### Work to complete
Whenever a line of the data below holds the string "north", copy that line.
### Data
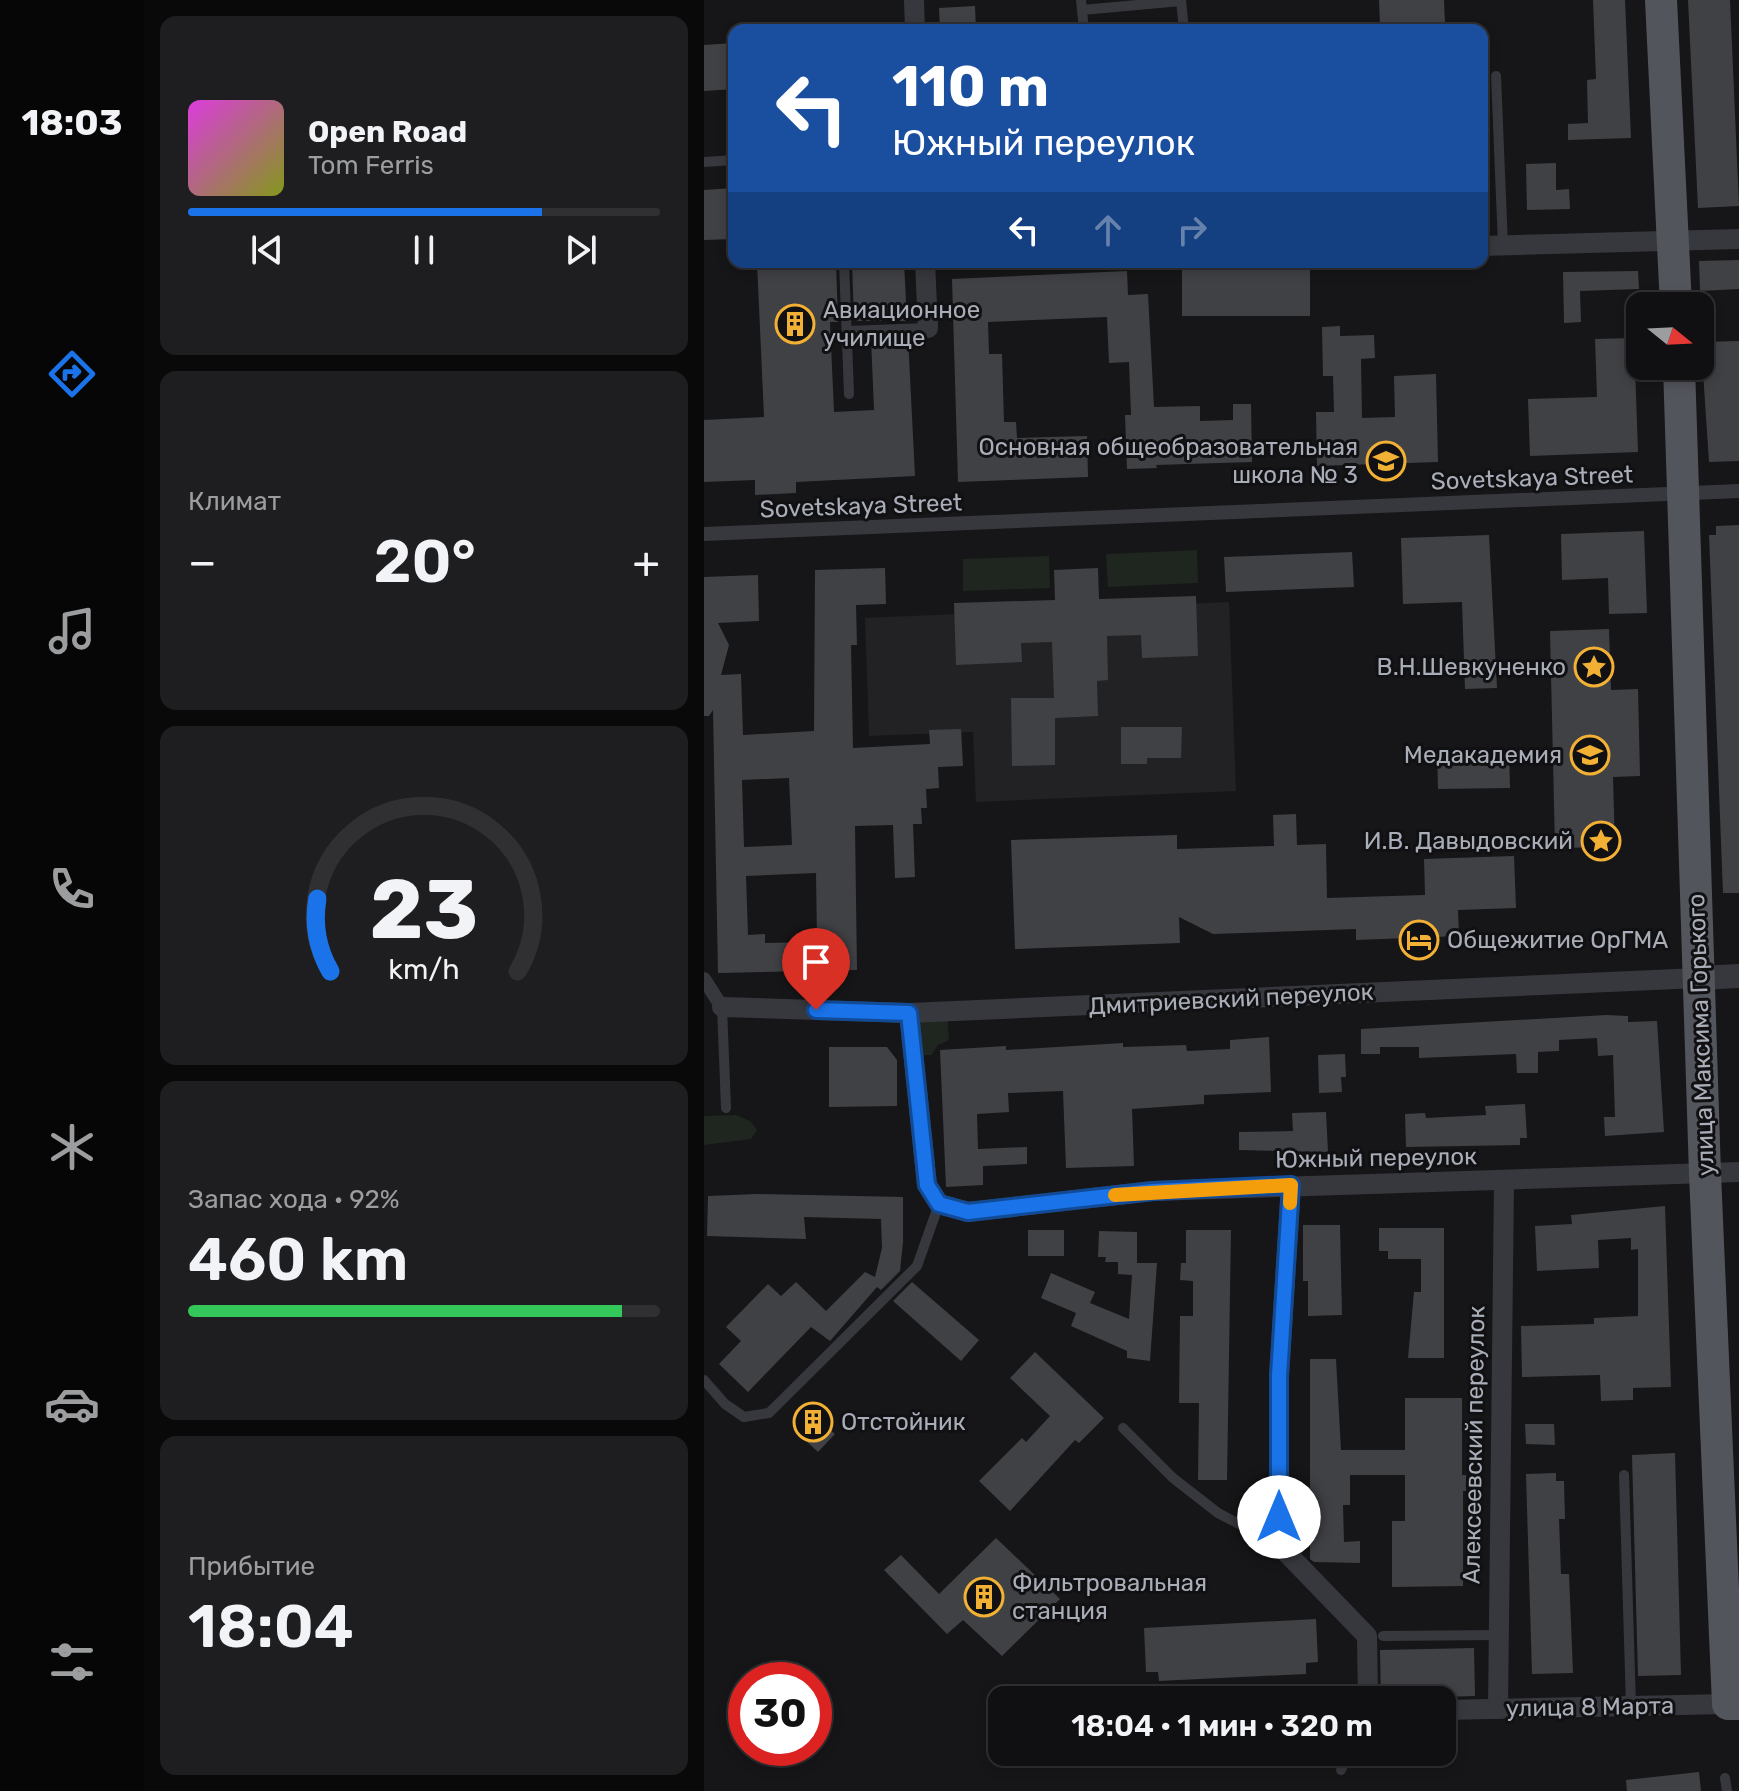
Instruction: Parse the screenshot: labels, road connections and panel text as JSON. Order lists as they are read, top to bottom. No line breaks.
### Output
{"streets":{"main road":["улица Максима Горького"],"street":["Sovetskaya Street","Дмитриевский переулок","Южный переулок","Алексеевский переулок","улица 8 Марта"]},"crossings":[["Sovetskaya Street","улица Максима Горького"],["Дмитриевский переулок","улица Максима Горького"],["улица Максима Горького","Южный переулок"],["улица Максима Горького","улица 8 Марта"],["Южный переулок","Алексеевский переулок"],["Алексеевский переулок","улица 8 Марта"]],"places":{"building":["Авиационное училище","Отстойник","Фильтровальная станция"],"school or university":["Основная общеобразовательная школа № 3","Медакадемия"],"place":["В.Н.Шевкуненко","И.В. Давыдовский"],"hotel":["Общежитие ОрГМА"]},"north":"right","page":{"tabs":"18:03","turn":["110 m","Южный переулок"],"song":["Open Road","Tom Ferris"],"tile":["Климат",["Запас хода · 92%","460 km"],["Прибытие","18:04"]],"heat":["−","20°","+"],"limit":"30","trip":"18:04 · 1 мин · 320 m","gauge":["23","km/h"]}}
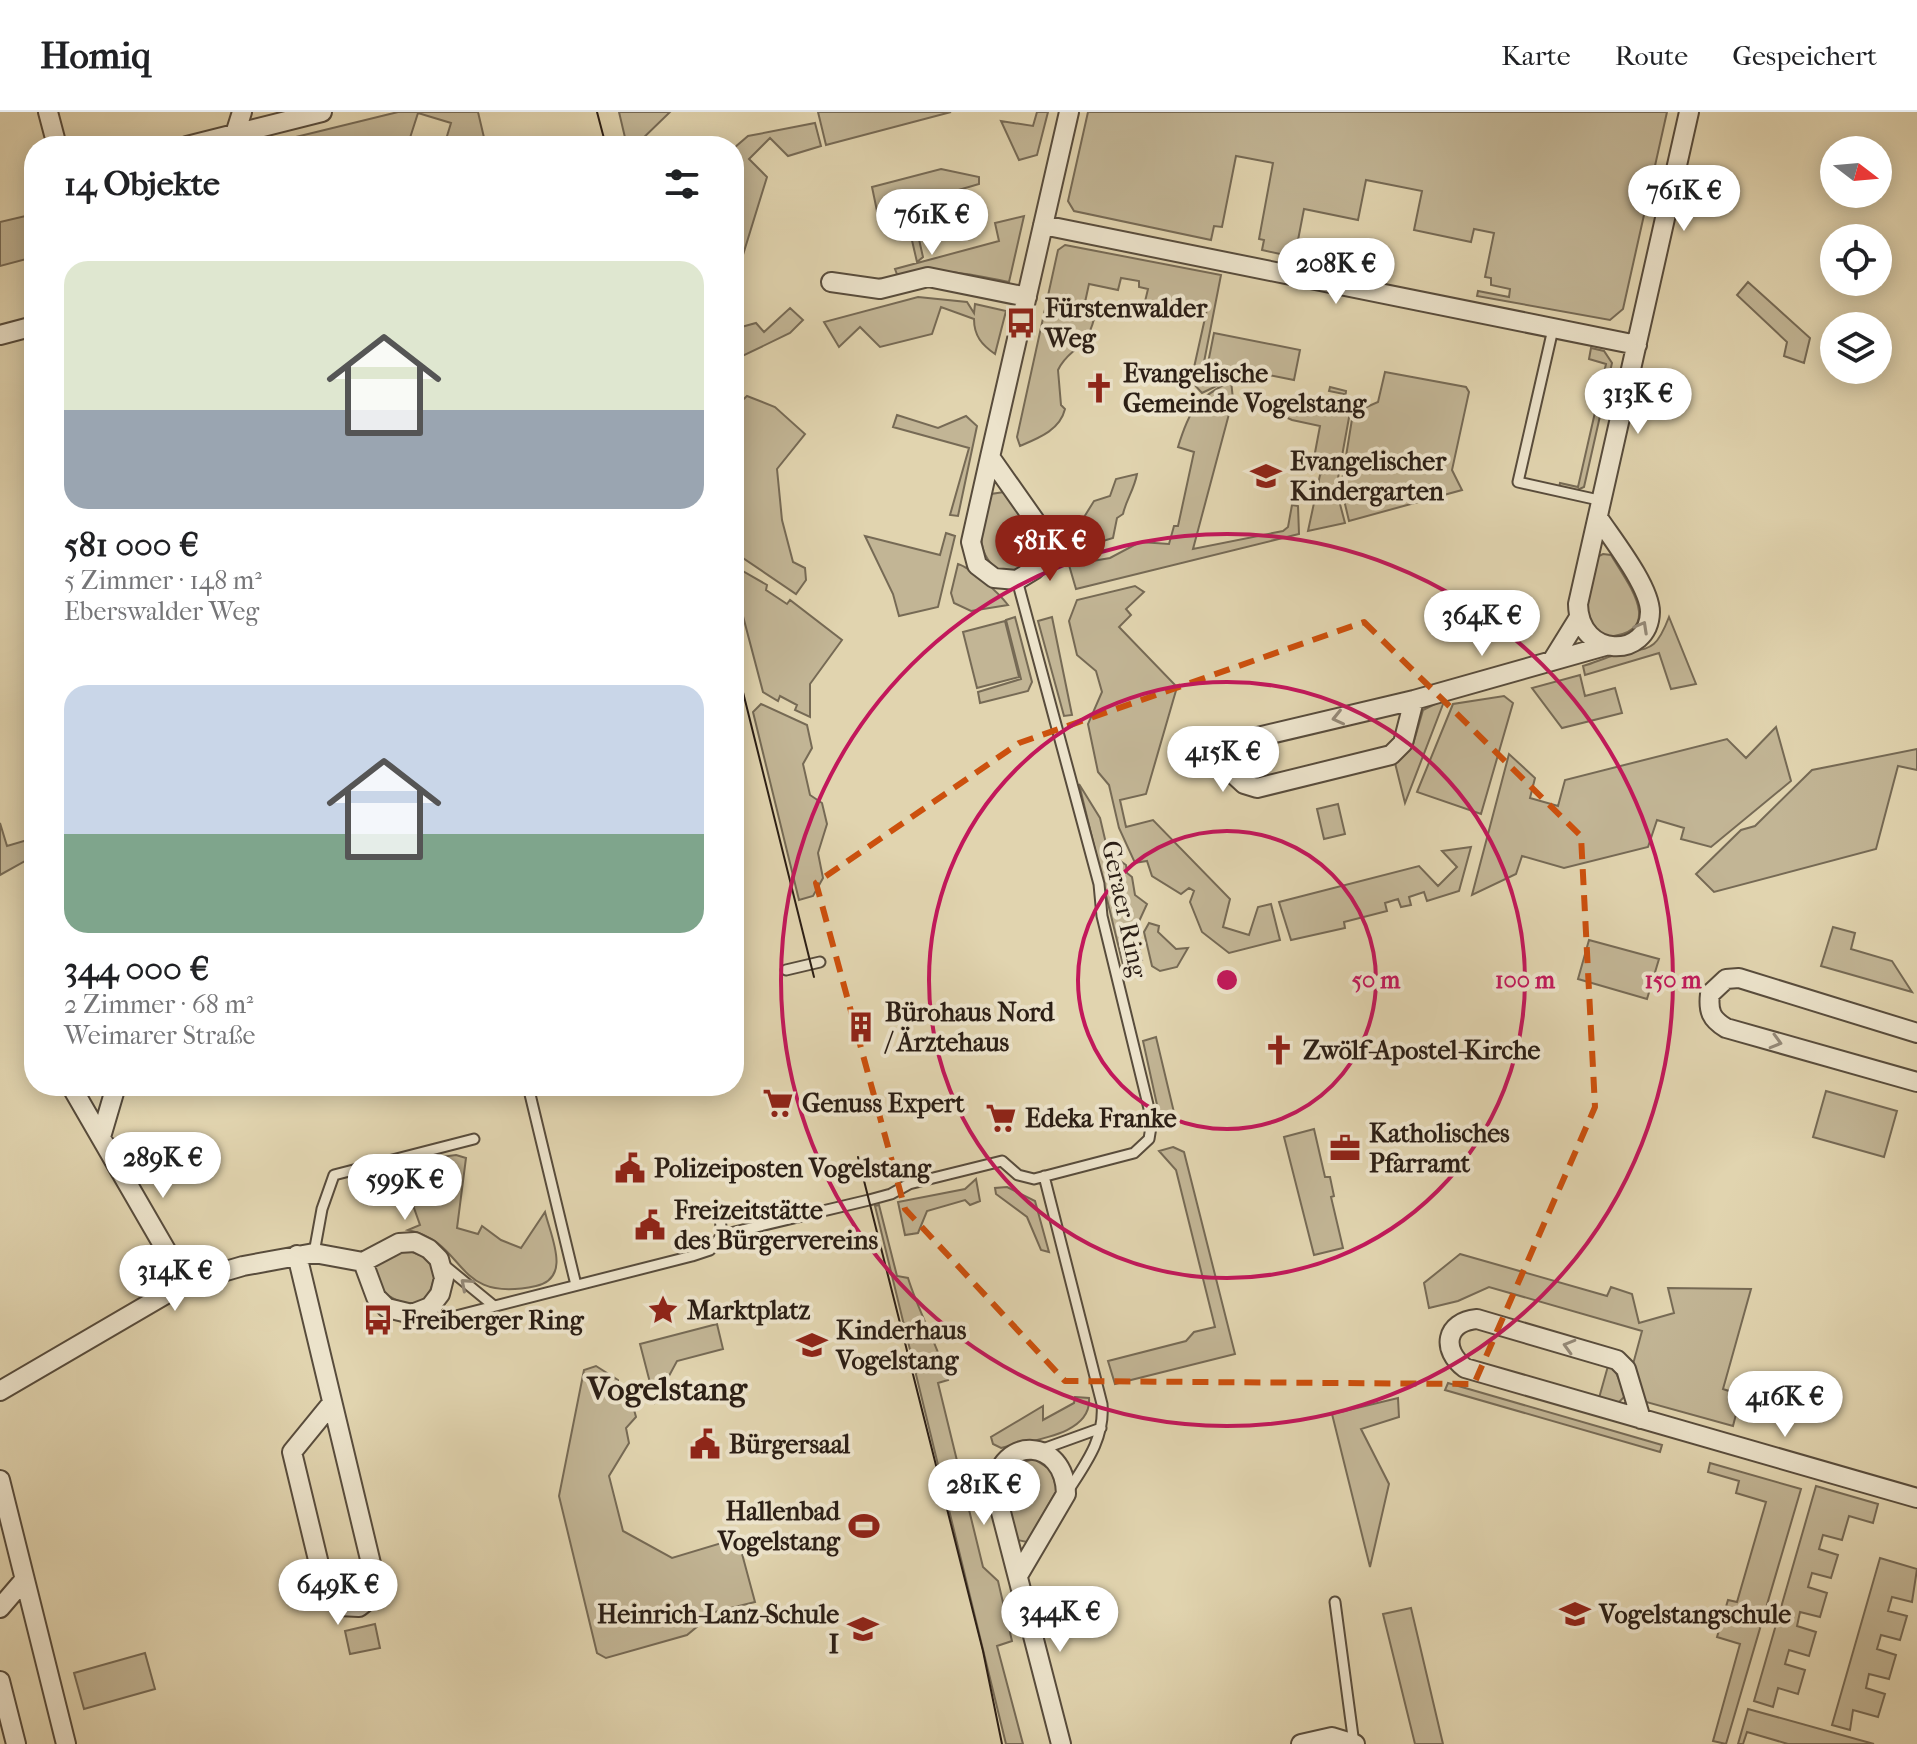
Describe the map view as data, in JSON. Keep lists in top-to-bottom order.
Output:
{
  "streets": {
    "lane": ["Geraer Ring"]
  },
  "districts": ["Vogelstang"],
  "places": {
    "bus stop": ["Fürstenwalder Weg", "Freiberger Ring"],
    "church": ["Evangelische Gemeinde Vogelstang", "Zwölf-Apostel-Kirche"],
    "school or university": [
      "Evangelischer Kindergarten",
      "Kinderhaus Vogelstang",
      "Vogelstangschule",
      "Heinrich-Lanz-Schule I"
    ],
    "building": ["Bürohaus Nord / Ärztehaus"],
    "supermarket": ["Genuss Expert", "Edeka Franke"],
    "office": ["Katholisches Pfarramt"],
    "public building": ["Polizeiposten Vogelstang", "Freizeitstätte des Bürgervereins", "Bürgersaal"],
    "place": ["Marktplatz"],
    "sports": ["Hallenbad Vogelstang"]
  },
  "north": "right",
  "page": {
    "header": "Homiq",
    "nav": ["Karte", "Route", "Gespeichert"],
    "heading": "14 Objekte",
    "price": [
      "761K €",
      "761K €",
      "208K €",
      "313K €",
      "581K €",
      "364K €",
      "415K €",
      "289K €",
      "599K €",
      "314K €",
      "416K €",
      "281K €",
      "649K €",
      "344K €"
    ],
    "list": [
      {
        "name": "581 000 €",
        "note": "5 Zimmer · 148 m² · Eberswalder Weg"
      },
      {
        "name": "344 000 €",
        "note": "2 Zimmer · 68 m² · Weimarer Straße"
      }
    ]
  },
  "rings": ["50 m", "100 m", "150 m"]
}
######
### Output of the exercise
{"streets":{"main road":["улица Максима Горького"],"street":["Sovetskaya Street","Дмитриевский переулок","Южный переулок","Алексеевский переулок","улица 8 Марта"]},"crossings":[["Sovetskaya Street","улица Максима Горького"],["Дмитриевский переулок","улица Максима Горького"],["улица Максима Горького","Южный переулок"],["улица Максима Горького","улица 8 Марта"],["Южный переулок","Алексеевский переулок"],["Алексеевский переулок","улица 8 Марта"]],"places":{"building":["Авиационное училище","Отстойник","Фильтровальная станция"],"school or university":["Основная общеобразовательная школа № 3","Медакадемия"],"place":["В.Н.Шевкуненко","И.В. Давыдовский"],"hotel":["Общежитие ОрГМА"]},"north":"right","page":{"tabs":"18:03","turn":["110 m","Южный переулок"],"song":["Open Road","Tom Ferris"],"tile":["Климат",["Запас хода · 92%","460 km"],["Прибытие","18:04"]],"heat":["−","20°","+"],"limit":"30","trip":"18:04 · 1 мин · 320 m","gauge":["23","km/h"]}}
  "north": "right",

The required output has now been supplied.